12/18/2012You are subscribed to Secretary of Defense Speeches for U.S. Department of Defense. This information has recently been updated, and is now available.

"The Force of the 21st Century" (National Press Club)

12/18/2012 03:46 PM CST











"The Force of the 21st Century" (National Press Club)

As Delivered by Secretary of Defense Leon E. Panetta, Washington DC, Tuesday, December 18, 2012







Thank you very much, Theresa, for that kind introduction. And thank you for the invitation to be here today. I look forward to the opportunity to go back and pick walnuts back in Carmel Valley. I've told this story before, but it makes the point. When I was young, my father -- when he first planted that walnut orchard, as it grew, he would go around with a pole and hook and shake each of the branches. And my brother and I would be underneath collecting the walnuts. When I got elected to Congress, my Italian father said, "You've been well trained to go to Washington, because you've been dodging nuts all your life."

True. It was great training.

I've had the opportunity to be here at the Press Club in, obviously, some of my past jobs as a member of Congress, as OMB Director, and then as chief of staff. In those jobs, words were both my weapon and my shield. In this job, as Secretary of Defense, I have a hell of a lot more going for me, but in a democracy, words remain the most powerful weapon in our arsenal. And it's for that reason that it is an honor for me to again be here at the National Press Club.

I've long had a deep and abiding respect for the Washington press corps. You play an essential role in making our democracy strong by holding leaders and holding institutions accountable to the people they serve. As Secretary of Defense, and in my past jobs, I learned that it was important to be accessible to the press and to be transparent with them with regards to the issues and challenges that you confront. And in this job, I've tried to be as accessible as I can to the Pentagon press corps, to engage regularly with reporters and to encourage other senior officials in the department to do the same.

It is an especially important time to communicate our vision and our priorities as a department, because as I've said time and time and time again over this past year, I believe that we are at a strategic turning point.

After more than a decade of war, the longest extended period of conflict in the history of the United States, at the beginning of 2012, President Obama and the military and civilian leaders of the department came together to publicly release a new defense strategy. It was designed to help the military effectively navigate this turning point and prepare for the future.

Under that strategy, our goal was to reshape the force of the 21st century, to try to meet the new security challenges that we're confronting in this world and try to help the country at the same time reduce the deficits that we're confronting.

We were handed a number in the Budget Control Act to reduce the defense budget by $487 billion over the next decade, almost a half a trillion dollars. And based on my own budget experience at the time, I knew that the approach should be not to just simply cut it across the board and hollow out the force, but to try to develop a strategy for what is it we want the Defense Department to be not just now, but going into the future, as well. And that was the purpose of why we developed the strategy.

As the year 2012 draws to a close, today I want to describe the strategic environment that is shaping our future plans, the progress we have made toward implementing this strategy, and the risks that we face as we work every day to try to keep America safe and secure.

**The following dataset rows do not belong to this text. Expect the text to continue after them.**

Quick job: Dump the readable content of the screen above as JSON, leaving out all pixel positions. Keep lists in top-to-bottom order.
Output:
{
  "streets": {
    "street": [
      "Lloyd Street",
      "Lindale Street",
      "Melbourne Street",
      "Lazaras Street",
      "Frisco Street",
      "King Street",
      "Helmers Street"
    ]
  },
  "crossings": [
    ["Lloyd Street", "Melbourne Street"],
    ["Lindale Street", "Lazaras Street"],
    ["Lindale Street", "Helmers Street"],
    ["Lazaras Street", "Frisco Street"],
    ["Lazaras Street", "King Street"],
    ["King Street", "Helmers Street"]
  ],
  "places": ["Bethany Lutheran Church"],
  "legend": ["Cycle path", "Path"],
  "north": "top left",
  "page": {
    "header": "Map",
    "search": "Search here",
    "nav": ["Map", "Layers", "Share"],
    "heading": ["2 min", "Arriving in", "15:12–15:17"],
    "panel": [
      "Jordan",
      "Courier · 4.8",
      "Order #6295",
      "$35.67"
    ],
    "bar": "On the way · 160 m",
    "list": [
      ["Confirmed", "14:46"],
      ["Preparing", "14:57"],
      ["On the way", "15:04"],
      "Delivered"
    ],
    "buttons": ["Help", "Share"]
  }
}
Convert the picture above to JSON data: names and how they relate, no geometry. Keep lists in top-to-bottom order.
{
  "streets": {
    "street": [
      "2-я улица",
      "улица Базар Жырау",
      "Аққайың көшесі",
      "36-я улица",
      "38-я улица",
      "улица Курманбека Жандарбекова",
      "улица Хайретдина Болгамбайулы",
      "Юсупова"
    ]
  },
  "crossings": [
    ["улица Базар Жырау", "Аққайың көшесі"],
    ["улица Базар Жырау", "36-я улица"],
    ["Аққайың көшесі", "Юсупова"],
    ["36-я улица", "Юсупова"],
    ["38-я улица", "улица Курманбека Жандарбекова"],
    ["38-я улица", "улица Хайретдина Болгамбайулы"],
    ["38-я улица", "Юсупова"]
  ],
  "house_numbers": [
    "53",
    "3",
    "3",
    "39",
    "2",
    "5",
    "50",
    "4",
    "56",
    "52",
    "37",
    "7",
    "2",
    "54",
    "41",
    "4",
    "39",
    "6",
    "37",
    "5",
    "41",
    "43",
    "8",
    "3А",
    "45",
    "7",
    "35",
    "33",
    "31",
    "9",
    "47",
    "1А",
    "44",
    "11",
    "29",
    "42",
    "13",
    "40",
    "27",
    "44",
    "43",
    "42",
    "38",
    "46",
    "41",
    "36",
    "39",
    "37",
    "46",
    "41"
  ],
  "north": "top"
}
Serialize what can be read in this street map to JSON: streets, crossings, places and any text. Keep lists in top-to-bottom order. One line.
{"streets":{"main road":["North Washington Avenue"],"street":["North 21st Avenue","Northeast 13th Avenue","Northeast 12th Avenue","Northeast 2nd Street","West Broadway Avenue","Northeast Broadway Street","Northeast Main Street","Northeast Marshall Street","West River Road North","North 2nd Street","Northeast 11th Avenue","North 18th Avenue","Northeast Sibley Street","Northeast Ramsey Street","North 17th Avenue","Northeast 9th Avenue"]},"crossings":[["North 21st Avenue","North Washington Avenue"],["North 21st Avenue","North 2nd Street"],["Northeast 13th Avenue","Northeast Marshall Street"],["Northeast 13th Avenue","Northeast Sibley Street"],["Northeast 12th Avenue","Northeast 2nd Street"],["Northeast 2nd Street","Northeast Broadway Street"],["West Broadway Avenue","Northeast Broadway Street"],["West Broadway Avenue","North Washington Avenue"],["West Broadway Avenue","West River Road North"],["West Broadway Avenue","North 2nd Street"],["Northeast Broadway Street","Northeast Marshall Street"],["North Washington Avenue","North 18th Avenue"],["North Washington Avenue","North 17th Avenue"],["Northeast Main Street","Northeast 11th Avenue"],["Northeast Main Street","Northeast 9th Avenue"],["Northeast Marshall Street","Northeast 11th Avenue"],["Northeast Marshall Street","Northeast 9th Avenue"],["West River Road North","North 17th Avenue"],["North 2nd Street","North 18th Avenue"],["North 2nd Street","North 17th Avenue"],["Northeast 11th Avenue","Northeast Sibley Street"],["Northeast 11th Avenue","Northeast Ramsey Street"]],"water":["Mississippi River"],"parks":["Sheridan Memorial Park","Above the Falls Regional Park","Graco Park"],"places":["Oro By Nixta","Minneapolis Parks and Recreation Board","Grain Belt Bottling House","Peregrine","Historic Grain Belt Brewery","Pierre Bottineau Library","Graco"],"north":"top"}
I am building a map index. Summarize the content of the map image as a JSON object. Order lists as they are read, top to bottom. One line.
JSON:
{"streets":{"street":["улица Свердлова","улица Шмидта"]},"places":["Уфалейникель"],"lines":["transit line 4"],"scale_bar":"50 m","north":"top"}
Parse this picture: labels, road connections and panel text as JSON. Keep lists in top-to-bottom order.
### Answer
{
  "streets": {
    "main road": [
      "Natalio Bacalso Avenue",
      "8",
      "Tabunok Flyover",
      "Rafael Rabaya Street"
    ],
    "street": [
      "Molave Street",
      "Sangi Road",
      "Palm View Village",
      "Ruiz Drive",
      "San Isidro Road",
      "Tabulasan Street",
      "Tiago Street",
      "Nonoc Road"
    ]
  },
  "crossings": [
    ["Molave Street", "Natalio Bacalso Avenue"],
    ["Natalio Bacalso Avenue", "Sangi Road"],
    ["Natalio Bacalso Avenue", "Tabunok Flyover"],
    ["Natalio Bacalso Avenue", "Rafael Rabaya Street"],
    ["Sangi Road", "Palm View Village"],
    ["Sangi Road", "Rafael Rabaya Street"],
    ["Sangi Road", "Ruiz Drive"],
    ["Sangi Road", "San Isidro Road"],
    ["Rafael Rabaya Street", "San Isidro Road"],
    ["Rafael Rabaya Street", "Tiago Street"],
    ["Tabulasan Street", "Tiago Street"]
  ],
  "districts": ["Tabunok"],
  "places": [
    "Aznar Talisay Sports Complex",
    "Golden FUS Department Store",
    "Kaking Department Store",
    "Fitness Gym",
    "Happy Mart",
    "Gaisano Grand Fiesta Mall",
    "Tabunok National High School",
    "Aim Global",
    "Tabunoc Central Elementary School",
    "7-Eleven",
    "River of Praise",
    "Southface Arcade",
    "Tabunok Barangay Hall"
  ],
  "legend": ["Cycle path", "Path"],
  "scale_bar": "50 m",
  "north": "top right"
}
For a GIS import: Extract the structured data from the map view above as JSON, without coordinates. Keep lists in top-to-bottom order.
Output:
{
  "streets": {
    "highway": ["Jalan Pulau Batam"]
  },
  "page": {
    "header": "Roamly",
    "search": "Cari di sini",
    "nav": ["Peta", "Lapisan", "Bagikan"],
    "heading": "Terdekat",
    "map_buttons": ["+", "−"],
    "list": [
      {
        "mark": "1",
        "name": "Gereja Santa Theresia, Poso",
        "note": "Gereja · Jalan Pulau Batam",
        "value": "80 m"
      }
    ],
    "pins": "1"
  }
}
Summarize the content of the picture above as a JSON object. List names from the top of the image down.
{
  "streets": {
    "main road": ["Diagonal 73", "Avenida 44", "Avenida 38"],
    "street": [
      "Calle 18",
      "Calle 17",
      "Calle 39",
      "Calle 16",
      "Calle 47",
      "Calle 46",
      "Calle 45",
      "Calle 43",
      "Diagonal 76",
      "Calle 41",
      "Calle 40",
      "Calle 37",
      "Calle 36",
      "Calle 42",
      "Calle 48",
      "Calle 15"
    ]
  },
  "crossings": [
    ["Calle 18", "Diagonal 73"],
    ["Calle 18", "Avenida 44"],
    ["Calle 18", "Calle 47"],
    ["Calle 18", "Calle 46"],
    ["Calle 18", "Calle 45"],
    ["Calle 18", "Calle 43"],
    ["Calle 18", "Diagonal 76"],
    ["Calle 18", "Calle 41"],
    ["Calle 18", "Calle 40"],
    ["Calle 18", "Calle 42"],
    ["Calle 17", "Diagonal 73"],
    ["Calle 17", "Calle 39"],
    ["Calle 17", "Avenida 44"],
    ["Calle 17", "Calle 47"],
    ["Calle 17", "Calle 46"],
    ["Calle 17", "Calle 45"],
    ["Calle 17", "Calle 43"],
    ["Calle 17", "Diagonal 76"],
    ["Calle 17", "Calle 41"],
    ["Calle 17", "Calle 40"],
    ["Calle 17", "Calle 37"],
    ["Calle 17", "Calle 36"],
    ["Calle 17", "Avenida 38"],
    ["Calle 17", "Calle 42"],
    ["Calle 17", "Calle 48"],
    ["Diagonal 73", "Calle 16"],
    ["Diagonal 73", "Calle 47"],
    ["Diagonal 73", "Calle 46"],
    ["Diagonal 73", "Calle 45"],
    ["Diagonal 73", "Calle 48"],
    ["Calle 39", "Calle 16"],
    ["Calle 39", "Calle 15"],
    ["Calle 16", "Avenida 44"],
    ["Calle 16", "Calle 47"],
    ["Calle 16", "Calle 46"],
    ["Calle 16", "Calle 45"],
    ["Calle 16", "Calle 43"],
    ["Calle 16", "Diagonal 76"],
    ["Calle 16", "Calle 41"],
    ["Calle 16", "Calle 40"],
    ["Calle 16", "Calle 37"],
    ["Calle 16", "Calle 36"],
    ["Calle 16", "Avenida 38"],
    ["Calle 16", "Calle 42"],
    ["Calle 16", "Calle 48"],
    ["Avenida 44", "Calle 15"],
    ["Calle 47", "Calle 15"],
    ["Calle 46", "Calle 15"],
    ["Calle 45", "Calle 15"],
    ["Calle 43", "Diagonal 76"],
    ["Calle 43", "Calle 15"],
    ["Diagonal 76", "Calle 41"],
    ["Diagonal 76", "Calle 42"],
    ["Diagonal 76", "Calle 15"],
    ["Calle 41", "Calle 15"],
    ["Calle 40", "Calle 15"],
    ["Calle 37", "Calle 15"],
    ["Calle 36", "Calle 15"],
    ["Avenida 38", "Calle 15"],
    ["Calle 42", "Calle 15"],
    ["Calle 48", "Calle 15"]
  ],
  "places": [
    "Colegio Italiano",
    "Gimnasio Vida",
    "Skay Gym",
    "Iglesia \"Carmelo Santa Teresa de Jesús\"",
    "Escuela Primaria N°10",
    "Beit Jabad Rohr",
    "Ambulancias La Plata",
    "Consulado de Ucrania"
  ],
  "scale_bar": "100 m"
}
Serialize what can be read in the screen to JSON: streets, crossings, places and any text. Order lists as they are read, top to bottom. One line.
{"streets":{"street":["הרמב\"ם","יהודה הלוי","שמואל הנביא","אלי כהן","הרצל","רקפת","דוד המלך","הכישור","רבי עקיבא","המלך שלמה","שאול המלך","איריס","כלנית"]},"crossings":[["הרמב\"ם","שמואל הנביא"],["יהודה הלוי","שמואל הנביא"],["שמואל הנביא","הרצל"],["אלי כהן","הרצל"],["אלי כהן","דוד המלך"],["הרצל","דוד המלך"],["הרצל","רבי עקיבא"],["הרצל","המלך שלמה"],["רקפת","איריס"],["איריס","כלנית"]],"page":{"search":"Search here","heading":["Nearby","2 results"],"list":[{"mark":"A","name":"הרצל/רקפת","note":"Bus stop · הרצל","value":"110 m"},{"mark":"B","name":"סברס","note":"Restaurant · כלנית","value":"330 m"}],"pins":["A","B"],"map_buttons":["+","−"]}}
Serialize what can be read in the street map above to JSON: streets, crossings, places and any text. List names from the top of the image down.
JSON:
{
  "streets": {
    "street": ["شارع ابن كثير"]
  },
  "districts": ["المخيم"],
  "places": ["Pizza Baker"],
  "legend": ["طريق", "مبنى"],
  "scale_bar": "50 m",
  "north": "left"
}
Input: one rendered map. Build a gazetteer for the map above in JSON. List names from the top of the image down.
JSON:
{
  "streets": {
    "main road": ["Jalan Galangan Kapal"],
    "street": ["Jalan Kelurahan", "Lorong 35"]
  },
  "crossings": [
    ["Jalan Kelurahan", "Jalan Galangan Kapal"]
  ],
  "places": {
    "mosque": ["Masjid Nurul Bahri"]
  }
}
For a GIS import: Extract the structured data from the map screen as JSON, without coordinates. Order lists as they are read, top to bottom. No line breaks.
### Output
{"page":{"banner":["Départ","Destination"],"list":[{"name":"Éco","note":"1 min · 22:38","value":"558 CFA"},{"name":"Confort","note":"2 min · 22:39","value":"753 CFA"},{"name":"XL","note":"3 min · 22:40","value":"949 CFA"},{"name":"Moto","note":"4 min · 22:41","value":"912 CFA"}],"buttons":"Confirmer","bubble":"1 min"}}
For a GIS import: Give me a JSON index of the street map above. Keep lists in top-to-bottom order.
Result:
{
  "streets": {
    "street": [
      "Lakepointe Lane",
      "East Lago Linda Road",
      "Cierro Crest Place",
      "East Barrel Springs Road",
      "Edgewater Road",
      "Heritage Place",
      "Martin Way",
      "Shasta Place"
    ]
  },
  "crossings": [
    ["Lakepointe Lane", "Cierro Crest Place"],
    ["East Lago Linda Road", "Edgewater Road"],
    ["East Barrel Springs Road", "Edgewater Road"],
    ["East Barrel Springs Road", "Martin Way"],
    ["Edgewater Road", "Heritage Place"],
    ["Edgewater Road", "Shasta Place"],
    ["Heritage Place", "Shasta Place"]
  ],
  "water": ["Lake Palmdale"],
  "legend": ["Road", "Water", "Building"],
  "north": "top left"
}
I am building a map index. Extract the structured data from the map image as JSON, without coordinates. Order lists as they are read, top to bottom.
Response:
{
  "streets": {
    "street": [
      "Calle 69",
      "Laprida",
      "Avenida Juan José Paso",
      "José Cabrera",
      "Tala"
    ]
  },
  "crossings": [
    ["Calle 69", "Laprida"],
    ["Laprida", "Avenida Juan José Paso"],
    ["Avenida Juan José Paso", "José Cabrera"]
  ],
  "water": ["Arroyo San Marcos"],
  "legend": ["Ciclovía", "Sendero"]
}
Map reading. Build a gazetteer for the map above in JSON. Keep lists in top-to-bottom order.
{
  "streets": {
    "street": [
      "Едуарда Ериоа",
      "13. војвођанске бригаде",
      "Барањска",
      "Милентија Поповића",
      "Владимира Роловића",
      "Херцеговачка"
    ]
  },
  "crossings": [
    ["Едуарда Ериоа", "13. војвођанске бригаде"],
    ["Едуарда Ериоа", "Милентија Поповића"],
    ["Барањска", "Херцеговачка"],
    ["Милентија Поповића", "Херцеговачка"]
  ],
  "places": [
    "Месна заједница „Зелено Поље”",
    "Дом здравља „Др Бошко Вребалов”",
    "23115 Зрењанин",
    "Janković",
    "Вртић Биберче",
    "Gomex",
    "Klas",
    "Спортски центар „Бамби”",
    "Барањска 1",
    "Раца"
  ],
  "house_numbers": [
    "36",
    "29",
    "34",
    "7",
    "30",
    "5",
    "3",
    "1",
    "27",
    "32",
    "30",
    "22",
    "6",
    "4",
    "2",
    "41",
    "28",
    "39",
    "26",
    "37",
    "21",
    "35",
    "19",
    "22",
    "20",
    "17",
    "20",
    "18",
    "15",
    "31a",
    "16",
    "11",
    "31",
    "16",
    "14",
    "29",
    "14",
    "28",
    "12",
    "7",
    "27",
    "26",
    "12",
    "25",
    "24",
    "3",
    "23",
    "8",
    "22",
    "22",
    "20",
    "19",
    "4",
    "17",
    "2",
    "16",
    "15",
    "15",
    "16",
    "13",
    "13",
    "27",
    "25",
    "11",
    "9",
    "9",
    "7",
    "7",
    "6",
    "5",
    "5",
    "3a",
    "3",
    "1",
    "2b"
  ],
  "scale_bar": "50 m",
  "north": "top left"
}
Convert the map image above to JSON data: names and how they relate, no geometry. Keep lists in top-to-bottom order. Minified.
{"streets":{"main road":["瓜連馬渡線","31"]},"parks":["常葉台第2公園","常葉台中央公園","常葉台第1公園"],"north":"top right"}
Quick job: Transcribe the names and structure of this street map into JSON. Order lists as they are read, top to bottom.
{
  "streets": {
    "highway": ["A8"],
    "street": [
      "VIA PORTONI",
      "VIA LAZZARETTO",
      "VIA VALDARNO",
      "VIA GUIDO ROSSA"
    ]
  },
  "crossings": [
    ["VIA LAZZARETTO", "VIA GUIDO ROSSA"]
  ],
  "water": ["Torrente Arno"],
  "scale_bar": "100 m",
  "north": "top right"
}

Before I continue, let me just pay tribute to a couple people here who join me at the head table. My Deputy Secretary, Ash Carter, has played and continues to play a crucial role in helping me and DOD develop and implement the strategy, and I deeply appreciate his dedication and commitment to the department. And I also want to pay tribute to my Undersecretary for Policy, Jim Miller, who's also here, who also worked very hard on that strategy to ensure that we develop the right strategy for the future.

And I should also say, Marty Dempsey and all of the members, our service chiefs, members of the Joint Chiefs of Staff, all participated. We all participated in a kind of unprecedented effort to try to openly discuss what were the best steps we could take for the future.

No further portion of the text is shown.